Recently my windows vista OS files got corrupted (no i dont have a spare windows CD etc and I am curious about linux anyways) it wont even start in safe mode etc it is basically unusable. So what I was wondering is how I could install ubuntu off a cd (or other methods) without using windows. I have tried changing the boot priority but it wont open the install prompt. is it mabye the CDs I bought or is it not possible? cheers.


----------



## etaf (Oct 2, 2003)

in the bios you change the boot order to boot from CD 1st and then if the CD is a bootable CD it should run ubuntu - if it wont boot a CD perhaps theres a hardware issue

*UBUNTU*
It may be possible to boot from another Operating System
This will at least test the Hardware and also see if you can see the Harddrive and possibly get data off.

If you have another PC with a cdwriter and spare CD
goto http://www.ubuntu.com/ and download the ISO http://www.ubuntu.com/desktop/get-ubuntu/download

YOu can also run from a USB device now - if the Machine supports booting off a USB Stick
http://www.ubuntu.com/desktop/get-ubuntu/download

full details are here http://www.howtogeek.com/howto/wind...backup-files-from-your-dead-windows-computer/

click on the image "download ubuntu"
Select a location
then begin download
Save the file onto your PC - remember where you saved it - so you can find it again to create the image bootable CD.

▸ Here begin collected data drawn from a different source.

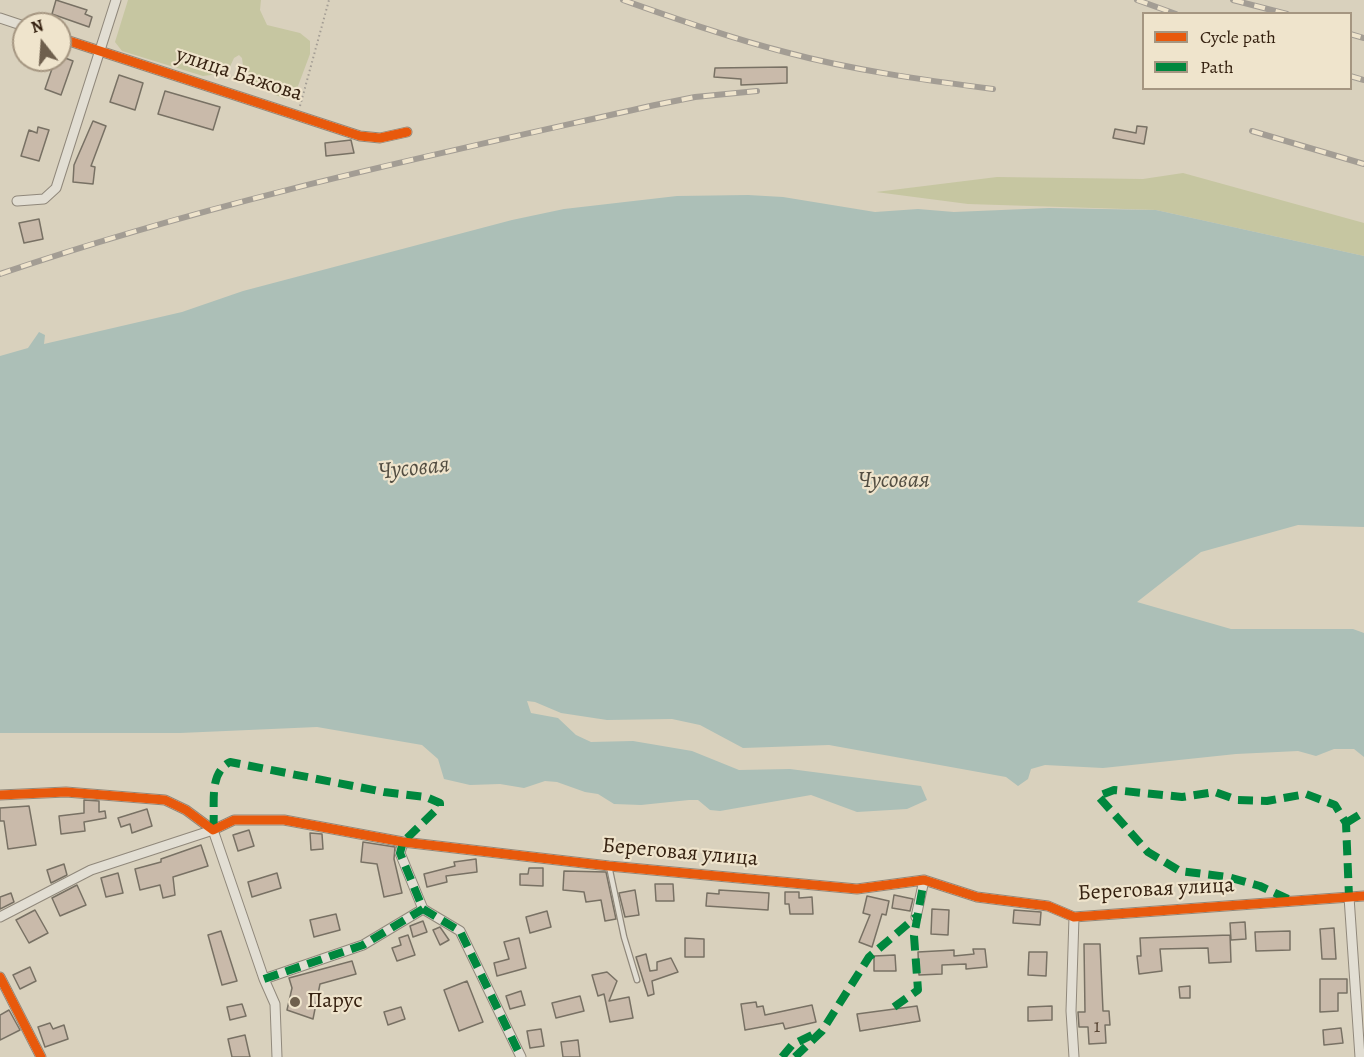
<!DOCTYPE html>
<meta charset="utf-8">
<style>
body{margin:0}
#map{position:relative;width:1364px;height:1057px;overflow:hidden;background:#d9d1bd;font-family:Alegreya,serif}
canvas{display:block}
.legend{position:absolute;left:1142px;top:12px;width:210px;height:78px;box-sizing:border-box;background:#efe4cc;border:2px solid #a59681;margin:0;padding:8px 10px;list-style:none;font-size:18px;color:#352110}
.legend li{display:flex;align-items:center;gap:12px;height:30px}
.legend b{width:30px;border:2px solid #a59681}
.north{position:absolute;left:12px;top:12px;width:60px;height:60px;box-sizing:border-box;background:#efe4cc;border:2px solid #a59681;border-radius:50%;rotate:343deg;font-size:16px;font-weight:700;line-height:24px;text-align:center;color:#352110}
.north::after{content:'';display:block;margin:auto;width:21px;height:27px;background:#6e5f4d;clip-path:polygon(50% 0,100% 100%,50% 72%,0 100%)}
</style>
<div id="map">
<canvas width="1364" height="1057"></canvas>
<ul class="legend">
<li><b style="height:8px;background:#e8590c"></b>Cycle path</li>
<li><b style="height:8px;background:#00873e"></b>Path</li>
</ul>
<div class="north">N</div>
</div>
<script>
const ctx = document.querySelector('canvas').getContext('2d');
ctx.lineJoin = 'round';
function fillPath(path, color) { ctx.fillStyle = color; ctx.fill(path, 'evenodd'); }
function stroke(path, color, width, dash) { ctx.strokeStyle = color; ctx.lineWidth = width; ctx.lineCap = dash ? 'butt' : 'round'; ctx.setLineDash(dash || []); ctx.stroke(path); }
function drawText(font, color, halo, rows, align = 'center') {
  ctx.font = font + ' Alegreya,serif'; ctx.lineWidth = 4.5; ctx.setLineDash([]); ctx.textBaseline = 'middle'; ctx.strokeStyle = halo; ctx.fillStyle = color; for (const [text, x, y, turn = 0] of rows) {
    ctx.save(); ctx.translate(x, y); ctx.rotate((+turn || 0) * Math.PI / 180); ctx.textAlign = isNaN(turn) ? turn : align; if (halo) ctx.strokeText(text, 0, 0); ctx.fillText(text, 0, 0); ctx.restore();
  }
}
fillPath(new Path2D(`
 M128,0H261L260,10L267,25L300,33L310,41V54L295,94L285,99L245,82L242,58L239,55L234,58L227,73L203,76L122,51L115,42Z
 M1183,173L1364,223V256L1156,210L968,204L876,192L997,177L1143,179Z`), '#c6c6a1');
fillPath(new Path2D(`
 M748,195L783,197L875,212L918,209L954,212L1049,208L1156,210L1364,256V527L1298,525L1201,552L1137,602L1231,629H1353L1364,633V757L1354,749H1334L1316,756L1298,751L1236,754L1103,768L1045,765L1031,769L1028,779L1018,786L1006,777L829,745L743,748L700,725L672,719L607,720L561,713L535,702L527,701L531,713L558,718L576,735L591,742L633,741L692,751L739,770L790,769L921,786L927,800L907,809L857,812L811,795L720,811L710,810L698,800H689L641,805L614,804L598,794L585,792L557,782L545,781L524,788L500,784L470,785L444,779L438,759L422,745L317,727L180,733H0V356L28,348L39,332L45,335L44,344L182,312L243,291L512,220L564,209L677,196Z`), '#acbfb7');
const building = new Path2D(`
 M56,0L87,10L85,14L92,17L89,27L52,14Z
 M60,56L73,61L61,95L45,89L55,60H60Z
 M787,67V83L741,85V79L714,77L715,68Z
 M119,75L143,83L135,110L110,102Z
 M165,91L220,107L213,130L158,114Z
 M93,121L106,126L91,166L95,167L93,184L73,182L74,165Z
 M1137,126L1147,127L1144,144L1113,138L1115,129L1136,133Z
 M38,127L49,130L39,161L21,156L29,130L37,133Z
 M351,140L354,153L326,156L325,143Z
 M39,219L43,239L24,243L19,223Z
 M84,800L99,801V812L105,811L106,818L84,822L85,831L61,834L59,816L84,813Z
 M29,806L36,845L8,849L4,821H0V808Z
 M147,809L152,826L132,833L130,824L121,827L118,818Z
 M249,830L254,846L238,851L233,835Z
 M310,833L322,834L323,849L311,850Z
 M363,842L395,847L394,859L402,893L384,897L377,864L361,862Z
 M201,845L208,866L173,877L175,895L163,898L160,885L140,890L135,869L161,862V859Z
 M476,859L477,872L446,876L447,882L427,887L424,874L455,866L454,862Z
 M64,864L67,875L51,883L47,870Z
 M529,868H543V886L520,885V874H528Z
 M564,871L606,872L616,919L605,921L601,900L586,902L584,892L563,890Z
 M118,873L123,893L106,897L101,878Z
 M277,873L281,888L252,897L248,882Z
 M655,884H673L674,901H656Z
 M77,885L86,905L60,916L52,898Z
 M635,890L639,915L625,917L619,893Z
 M719,890L769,893L768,910L706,906L707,893L719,894Z
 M785,892H799V898L812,897L813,914H790L789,904H785Z
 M11,893L14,902L0,909V897Z
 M894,895L913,899L910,911L892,908Z
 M867,896L889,901L886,915L882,914L872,947L859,942L870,915L863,913Z
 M932,909L949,910L948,935L931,934Z
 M35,910L48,933L29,943L16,920Z
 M1014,910L1041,912L1040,925L1013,923Z
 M547,911L551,927L530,933L526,917Z
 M336,914L340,930L314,937L310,920Z
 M423,921L427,932L413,937L410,926Z
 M1245,922L1246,939L1231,940L1230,923Z
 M440,927L449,940L440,945L433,930Z
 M1334,928L1336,959H1322L1320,929Z
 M221,931L237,981L222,985L208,935Z
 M1290,931V950L1256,951L1255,932Z
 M408,935L415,955L397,961L392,948L401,945L399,938Z
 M1230,935L1231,962L1209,963L1208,948L1160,949L1162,971L1139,974L1137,956H1141L1140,938Z
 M519,938L526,968L497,976L494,963L509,959L504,942Z
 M685,938L704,939V957H685Z
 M1084,944H1100L1103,1011H1109L1110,1025H1105L1106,1043L1089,1044L1088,1027H1079L1078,1012H1085Z
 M973,949H985L987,967L966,969V964L942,965V974L919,975L918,952L954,950V956L974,954Z
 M1029,952H1047L1046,976L1028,975Z
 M646,954L650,971L657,970V962L671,958L678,972L652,981L654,994L648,996L636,957Z
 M895,955L896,971H874V956Z
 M352,961L356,974L320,984L313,1019L287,1010L292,988L289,978Z
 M30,967L36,981L20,989L13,975Z
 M607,972L617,981L609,1001L629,997L633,1018L610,1022L604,994L598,996L592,975Z
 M1320,979H1347V993H1338V1011L1320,1012Z
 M467,981L483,1022L459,1031L444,990Z
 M1190,986V998H1180L1179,987Z
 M521,991L525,1005L510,1009L506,996Z
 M580,996L584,1011L556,1018L552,1003Z
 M756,1002L757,1007L763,1006L765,1015L812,1005L816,1022L785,1029L783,1023L745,1030L741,1004Z
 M242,1004L246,1016L230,1020L227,1007Z
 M917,1006L920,1021L860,1031L857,1014Z
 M1052,1006V1020L1028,1021V1007Z
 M401,1007L405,1019L388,1025L384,1012Z
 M9,1010L20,1030L0,1040V1015Z
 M50,1023L53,1029L64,1025L68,1039L45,1047L38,1027Z
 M1341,1028L1343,1043L1324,1045L1323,1030Z
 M541,1029L544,1046L530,1048L527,1031Z
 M245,1035L250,1057H232L228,1039Z
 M578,1040L580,1057H563L561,1042Z`);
fillPath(building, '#c9baaa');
stroke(building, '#787164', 1.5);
const service = new Path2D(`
 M609,866L624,937L637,980`);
const minor = new Path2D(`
 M0,18L24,26
 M60,38L360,136L380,138L407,132
 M17,201L44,199L56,188L116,0
 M0,795L66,792L165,800L186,810L213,830L234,820H284L403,842L609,866L857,889L924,880L977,897L1048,906L1074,917L1364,896
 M403,842L400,853L423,909L460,931L521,1057
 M1349,897L1360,1057
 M0,917L91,870L213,830L264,979L275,1004L277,1057
 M916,917L924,880
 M1074,917L1071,1011L1074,1057
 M0,977L41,1057
 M264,979L363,945L423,909`);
stroke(service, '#90887b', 7);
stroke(minor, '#90887b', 11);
stroke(new Path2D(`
 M300,106L329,0`), '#a39d94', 2, [1.5, 3]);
stroke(service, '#e2ded3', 4.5);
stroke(minor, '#e2ded3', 9);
const rail = new Path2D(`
 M623,0C677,19 730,38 785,52C852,70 923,80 993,89
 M1137,0L1176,14
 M1233,0L1287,14
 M1350,34L1364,38
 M1350,76L1364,80
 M1252,131L1364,164
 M0,274C216,200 433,155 655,105L695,97L757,91`);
stroke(rail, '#a39d94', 6);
stroke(rail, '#efe4cc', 4, [11]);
stroke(new Path2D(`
 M1346,823L1364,812
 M213,830C216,807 207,774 230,762L384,792L426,797L440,803V806L403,842L400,853L423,909L460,931L521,1057
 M1288,899L1260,886L1228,877L1180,871L1148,852L1098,796L1114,790L1182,797L1215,792L1237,800L1267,801L1306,794L1335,805L1346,823L1349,897
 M264,979L363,945L423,909
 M894,1007L918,990L914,936L924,880
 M782,1057L792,1045L816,1033
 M795,1057L822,1031L869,957L916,917`), '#00873e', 8, [15, 8]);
stroke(new Path2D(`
 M60,38L360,136L380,138L407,132
 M0,795L66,792L165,800L186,810L213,830L234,820H284L403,842L609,866L857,889L924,880L977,897L1048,906L1074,917L1364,896
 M0,977L41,1057`), '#e8590c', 9);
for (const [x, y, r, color] of [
 [295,1002,6,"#6e5f4d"]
]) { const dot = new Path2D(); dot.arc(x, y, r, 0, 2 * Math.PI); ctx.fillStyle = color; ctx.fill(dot); stroke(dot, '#efe4cc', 2); }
drawText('20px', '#5a4736', null, [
 ["1",1097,1027]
]);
drawText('22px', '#352110', '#efe4cc', [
 ["улица Бажова",239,75,18],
 ["Береговая улица",680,853,5],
 ["Береговая улица",1156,890,-3]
]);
drawText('22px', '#352110', '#efe4cc', [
 ["Парус",307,1002]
], 'left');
drawText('italic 24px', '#534e42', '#efe4cc', [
 ["Чусовая",414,469,-6],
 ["Чусовая",894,481]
]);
</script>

You do *NOT* copy the ISO file onto a CD - you have to use the ISO to create a bootable CD
The CD creator software you have on the PC may have an option to create an image from an ISO 
*If not* - use this free program http://www.imgburn.com/

When the UBUNTU CD boots - you will see the following options
1) Try ubunto without any change to your computer
2) Install ubuntu
3) Check CD for defects
4) Test memory
5) Boot from first hard disk.

Use *OPTION 1 "Try ubunto without any change to your computer"*  *ONLY* this option this will run from the CD and not install onto your harddrive - *be careful*, if you do install onto the PC - you will wipe the data and software OFF your hard drive.., so repeat only use option 1 

Now you should see a UBUNTU desktop
This at least proves the main parts of the PC are working

You may see your Harddrive on the desktop - if not have in look in the places on the tool bar at the top of the screen.


----------



## disturbed803 (Dec 20, 2008)

thanks for the response. when i put the CD in (and I have changed the boot priority to CD first) I get a black screen with a flashing white 'strobe' similar to the one in the windows command prompt. it then takes about 30 seconds then tries to boot from the HDD as normal, is this a hardware issue or an issue with the CD say? thanks again


----------



## etaf (Oct 2, 2003)

I would try a good known bootable CD if you can get one to be sure


----------



## disturbed803 (Dec 20, 2008)

ok thanks for that ill let you know how it all goes sometime in the next few days


----------



## TerryNet (Mar 23, 2005)

Often when there is a bootable CD or DVD in the optical drive you get a "Press any key to boot from CD" message and then maybe 5 seconds to press that "any" key. In case for some reason that message isn't showing on your screen try pressing the space key.

But, from what you described, it sounds more like it tries to boot from CD but there is a problem with the disk or the optical drive.

Try booting the CD with another computer and/or (as etaf said) try a known good bootable CD.


----------